┌──
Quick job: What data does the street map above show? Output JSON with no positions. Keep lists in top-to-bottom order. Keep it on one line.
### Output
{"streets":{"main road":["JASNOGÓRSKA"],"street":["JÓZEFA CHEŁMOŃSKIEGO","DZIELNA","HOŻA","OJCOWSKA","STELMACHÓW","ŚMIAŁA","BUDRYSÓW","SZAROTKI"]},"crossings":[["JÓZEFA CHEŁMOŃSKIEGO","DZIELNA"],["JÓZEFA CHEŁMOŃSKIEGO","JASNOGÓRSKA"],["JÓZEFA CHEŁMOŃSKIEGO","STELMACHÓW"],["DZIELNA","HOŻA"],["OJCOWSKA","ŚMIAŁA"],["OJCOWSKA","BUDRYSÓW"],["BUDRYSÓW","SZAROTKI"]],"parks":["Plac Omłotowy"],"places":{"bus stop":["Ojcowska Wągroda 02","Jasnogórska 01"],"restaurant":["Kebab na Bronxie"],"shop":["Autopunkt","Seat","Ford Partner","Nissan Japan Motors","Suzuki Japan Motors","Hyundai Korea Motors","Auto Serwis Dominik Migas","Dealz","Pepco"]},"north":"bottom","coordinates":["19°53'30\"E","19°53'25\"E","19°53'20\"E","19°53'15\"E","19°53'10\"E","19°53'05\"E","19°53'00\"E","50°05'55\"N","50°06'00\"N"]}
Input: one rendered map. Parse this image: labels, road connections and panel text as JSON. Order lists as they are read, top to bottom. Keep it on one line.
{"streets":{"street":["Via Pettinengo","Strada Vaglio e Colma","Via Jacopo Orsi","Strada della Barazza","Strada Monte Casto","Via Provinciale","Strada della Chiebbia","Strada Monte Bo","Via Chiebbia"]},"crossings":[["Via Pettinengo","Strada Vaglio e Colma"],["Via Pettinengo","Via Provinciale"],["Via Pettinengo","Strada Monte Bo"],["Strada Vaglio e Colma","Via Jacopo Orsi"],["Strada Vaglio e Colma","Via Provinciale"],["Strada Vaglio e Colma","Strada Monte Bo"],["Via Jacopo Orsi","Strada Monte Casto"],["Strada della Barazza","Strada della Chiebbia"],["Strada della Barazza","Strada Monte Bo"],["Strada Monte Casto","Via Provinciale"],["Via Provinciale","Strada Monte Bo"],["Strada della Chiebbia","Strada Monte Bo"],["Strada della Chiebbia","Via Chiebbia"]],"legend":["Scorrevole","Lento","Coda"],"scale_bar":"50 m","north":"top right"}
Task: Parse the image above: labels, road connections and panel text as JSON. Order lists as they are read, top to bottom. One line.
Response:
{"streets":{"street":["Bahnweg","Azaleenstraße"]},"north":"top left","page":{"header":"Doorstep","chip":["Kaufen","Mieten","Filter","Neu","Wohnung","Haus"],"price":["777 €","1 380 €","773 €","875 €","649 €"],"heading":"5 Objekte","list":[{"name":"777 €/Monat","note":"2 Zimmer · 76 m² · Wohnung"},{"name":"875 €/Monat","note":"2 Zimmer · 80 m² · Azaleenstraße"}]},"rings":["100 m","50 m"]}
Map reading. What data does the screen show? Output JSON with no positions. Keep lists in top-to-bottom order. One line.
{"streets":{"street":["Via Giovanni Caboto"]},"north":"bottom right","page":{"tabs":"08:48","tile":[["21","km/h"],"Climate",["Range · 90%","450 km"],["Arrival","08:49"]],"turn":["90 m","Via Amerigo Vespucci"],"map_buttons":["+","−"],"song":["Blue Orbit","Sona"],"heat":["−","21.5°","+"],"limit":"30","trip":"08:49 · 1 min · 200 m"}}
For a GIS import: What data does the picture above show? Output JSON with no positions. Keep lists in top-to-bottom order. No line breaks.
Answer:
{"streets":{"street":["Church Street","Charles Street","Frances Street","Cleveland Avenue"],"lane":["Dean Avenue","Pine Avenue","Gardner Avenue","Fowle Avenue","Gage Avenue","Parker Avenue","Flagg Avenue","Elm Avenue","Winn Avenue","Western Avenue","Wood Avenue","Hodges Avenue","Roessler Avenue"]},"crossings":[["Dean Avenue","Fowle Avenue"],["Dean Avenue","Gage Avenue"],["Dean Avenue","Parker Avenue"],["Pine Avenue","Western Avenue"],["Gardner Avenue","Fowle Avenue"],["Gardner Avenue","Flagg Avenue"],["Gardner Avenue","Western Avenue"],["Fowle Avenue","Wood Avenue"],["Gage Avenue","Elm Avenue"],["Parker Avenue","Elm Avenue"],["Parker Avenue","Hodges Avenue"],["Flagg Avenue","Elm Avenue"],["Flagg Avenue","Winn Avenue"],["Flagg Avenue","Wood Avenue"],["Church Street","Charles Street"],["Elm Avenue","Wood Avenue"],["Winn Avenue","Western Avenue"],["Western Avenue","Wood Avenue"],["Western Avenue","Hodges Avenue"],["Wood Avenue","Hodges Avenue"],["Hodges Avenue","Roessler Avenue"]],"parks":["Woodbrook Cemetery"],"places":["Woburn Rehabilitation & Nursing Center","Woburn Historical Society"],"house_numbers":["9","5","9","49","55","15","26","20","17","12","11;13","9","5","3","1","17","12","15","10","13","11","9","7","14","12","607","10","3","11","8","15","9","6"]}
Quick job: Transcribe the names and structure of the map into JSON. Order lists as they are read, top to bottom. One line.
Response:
└──
• **ASSIGNMENT**
Show all lines from the records above where the word "Quick" occurs.

• **RESPONSE BELOW**
Quick job: What data does the street map above show? Output JSON with no positions. Keep lists in top-to-bottom order. Keep it on one line.
Quick job: Transcribe the names and structure of the map into JSON. Order lists as they are read, top to bottom. One line.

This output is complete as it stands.